The morning after
A few thoughts:
(1) Biden is going to be the nominee, barring a real health crisis (Which of course can’t be ruled out at his age, especially with the death flu and all. I think it’s certifiable to nominate people who would spend most of their presidency in their 80s, but clearly few voters see things that way).
(2) Sanders’s strategy was to win a third of the primary vote, on the assumption that the rest of the field would remain sufficiently fractured to make this a winning strategy. This isn’t speculative or hyperbole: this is what the campaign was saying a year ago.
As somebody said in comments (come forward and claim your prize) you can be a party leader or a gadfly, but you can’t be both. He tried to be both, or maybe the leopard can’t change his spots, to coin a phrase.
(3) Elizabeth Warren’s biggest problem was that she’s a woman. The exact same qualities that made Barack Obama so attractive — super smart Harvard Law product with a folksy common touch — were the very things that made her unattractive to voters. (The intelligence was off-putting, the folksiness was somehow fake, Harvard is elitist!). Why the difference? Because she’s a woman, and not the wife a very popular ex-president. Sure she made mistakes, unlike the perfect campaigns run by Joe “I Personally Broke Nelson Mandela Out of Prison” Biden and Bernie “Viva Fidel” Sanders, but in the end the problem was her gender, because misogyny.
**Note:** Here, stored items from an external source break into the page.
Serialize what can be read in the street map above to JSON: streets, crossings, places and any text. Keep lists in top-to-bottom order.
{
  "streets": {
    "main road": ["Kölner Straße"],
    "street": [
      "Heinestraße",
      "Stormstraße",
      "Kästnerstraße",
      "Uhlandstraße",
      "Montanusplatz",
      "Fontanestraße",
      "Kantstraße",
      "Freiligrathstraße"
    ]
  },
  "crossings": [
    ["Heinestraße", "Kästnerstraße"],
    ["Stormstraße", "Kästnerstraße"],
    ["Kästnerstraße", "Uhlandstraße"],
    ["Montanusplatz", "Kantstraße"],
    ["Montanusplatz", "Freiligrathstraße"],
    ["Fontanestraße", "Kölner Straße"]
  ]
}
(4) The best thing about last night is that Mike Bloomberg spent $18 million in Virginia while Biden spent $300K, and Biden just killed him. Money is important, sure, but you still can’t just buy a nomination, let alone the presidency.
(5) I’ve been extremely negative about Biden relative to the other choices in the original Democratic field, but he is of course infinitely preferable to Trump on every single metric, and he would probably do an OK job as a caretaker president, assuming his health, and especially his mind, hold up for four years. BTW people who assume he won’t run for a second term are making a huge and unwarranted assumption. I would be surprised if he didn’t run, assuming no really serious health issues arise. I mean that’s just how people are, especially people who become president. This could lead to a messy situation four years from now, to put it mildly.
At this point, doing everything possible to make sure we have to deal with that problem four years from now is job #1 for every Democrat, democratic socialist, actual rather than fake Never Trumper, and essentially anybody who isn’t a an authoritarian-worshiping ethno-nationalist. Gotta get down to it.